Healthcare Reform and Obesity

In case you missed the news last week, and frankly I’m not sure how you could have with the wall-to-wall coverage, the Supreme Court upheld the vast majority of the constitutionality of healthcare reform often called “Obamacare” by its opponents. With the law standing for now (further legislative challenges are expected), I thought it would be a good time to review both the major positive and negative aspects of the law when it comes to obesity issues. Note that my comments are reserved to the major obesity-related aspects of reform and not a comment on reform as a whole.

The Positives

Significant Investment in Prevention – The law includes upwards of $15 billion in funds to support The Prevention and Public Health Fund to promote wellness, prevent disease and prevent against public health emergencies. Obviously, obesity falls into all of these areas, but keep in mind that we will have to fight for these funds as they have been targets of budget cuts and every disease state wants a share of the monies.

Menu Labeling – The law also roles out national menu labeling (something some of you are likely very familiar with, seeing calorie counts of foods, when you go to large restaurant chains, as several states and cities already implemented such rules). Look for calorie counts on chain restaurant menus starting nationally in January 2014.

United States Preventative Services Task Force (USPSTF) – According to the law, services given an A or B rating from the USPSTF are required to be covered with no cost-sharing (no copays).
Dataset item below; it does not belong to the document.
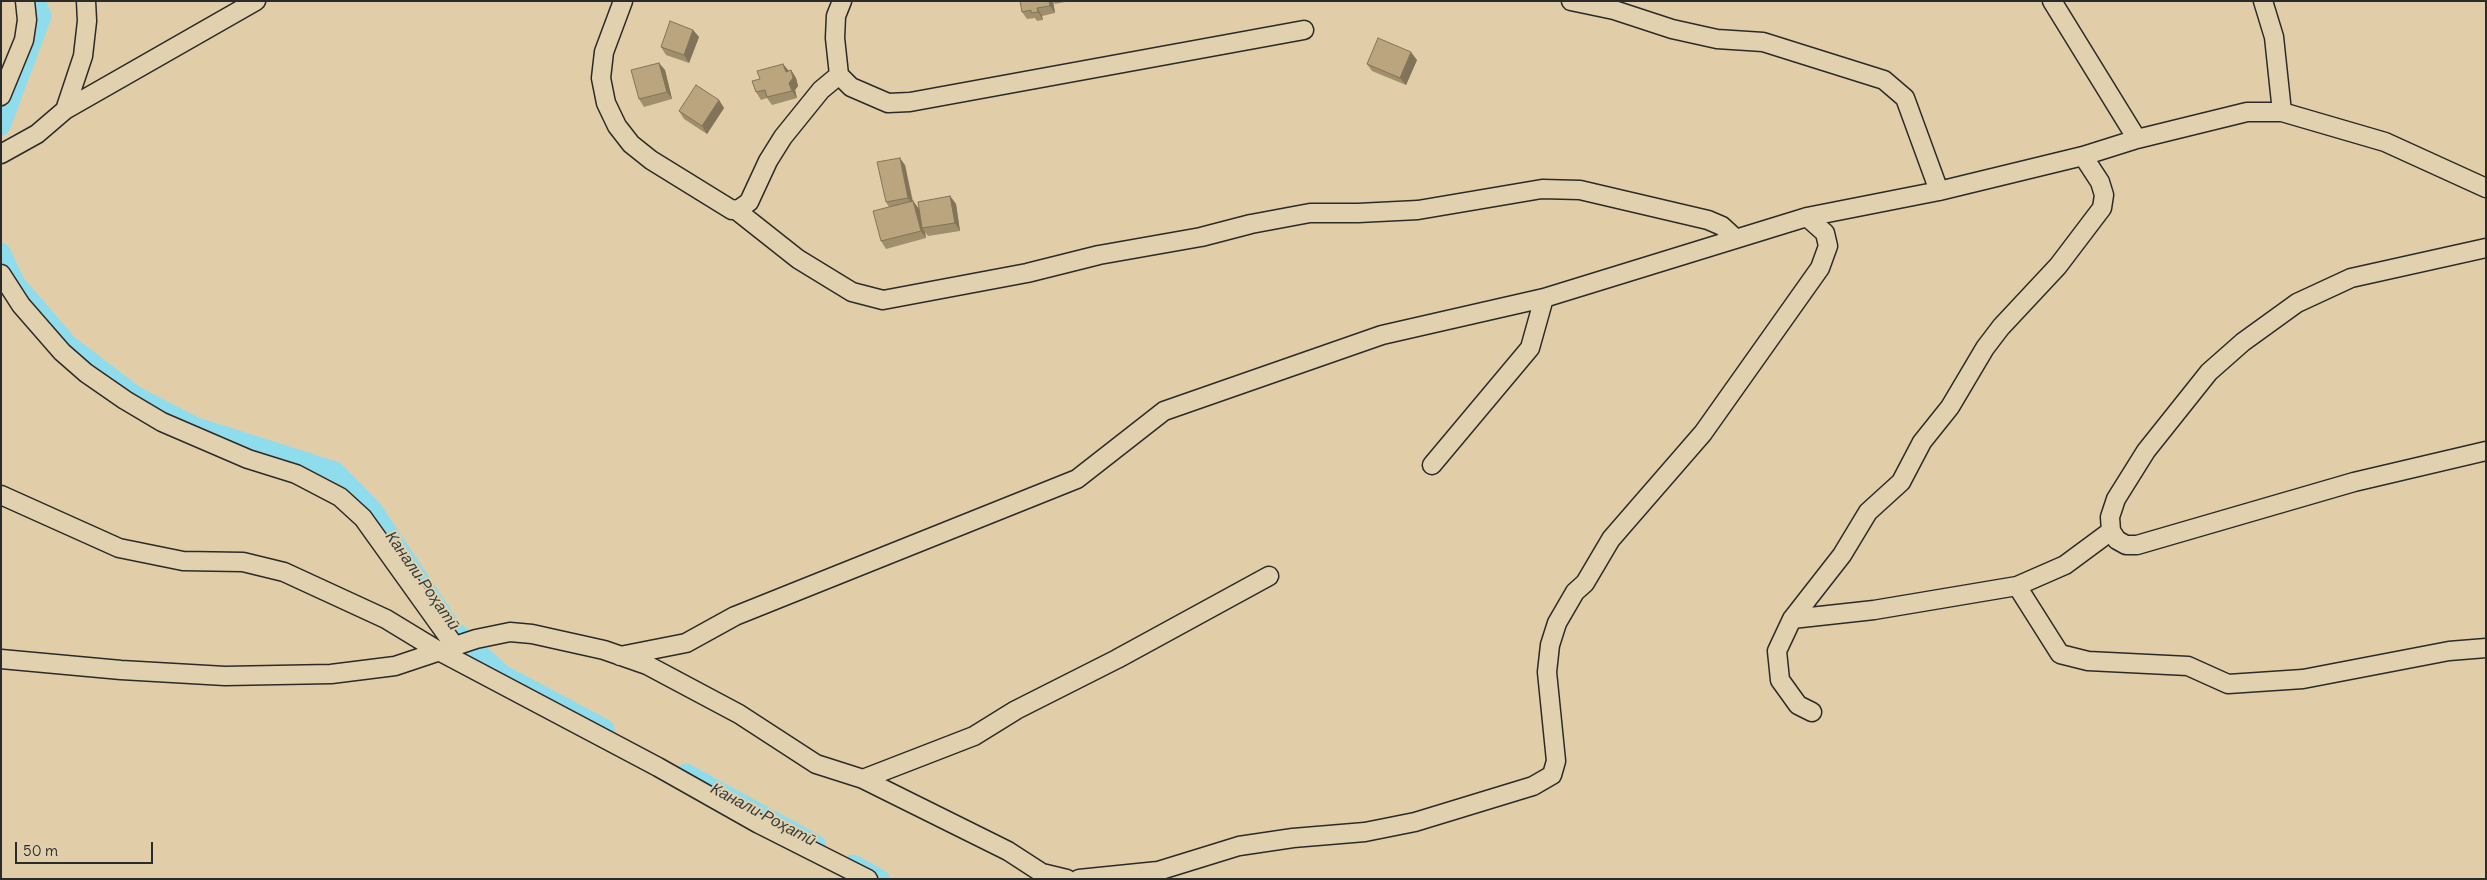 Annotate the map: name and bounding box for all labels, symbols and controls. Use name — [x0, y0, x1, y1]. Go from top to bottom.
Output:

Obesity screening and intensive counseling has a B for adults and obesity screening and moderate to intensive counseling has a B for kids. Assuming no changes, this may mean that every American has the ability to have a conversation with their doctor about their weight and it be a covered service.

Pre-existing Conditions – Healthcare reform also prohibits insurers from denying enrollment or charging higher rates based on pre-existing conditions starting in January 2014. This should eliminate people being denied health insurance because of having obesity or because they have had a procedure to address their obesity (both very common in today’s insurance marketplace).

The Negatives

Employer Wellness Incentives and Penalties – under the so-called “Safeway” Amendment to healthcare reform, employers will now be able to financially penalize employees who don’t meet certain health goals including meeting specific BMI targets. The penalty can be up to 30% of the total cost of an employee’s health insurance (rising up to 50% with permission from the Government). This is somewhat counterintuitive to many of us for several reasons.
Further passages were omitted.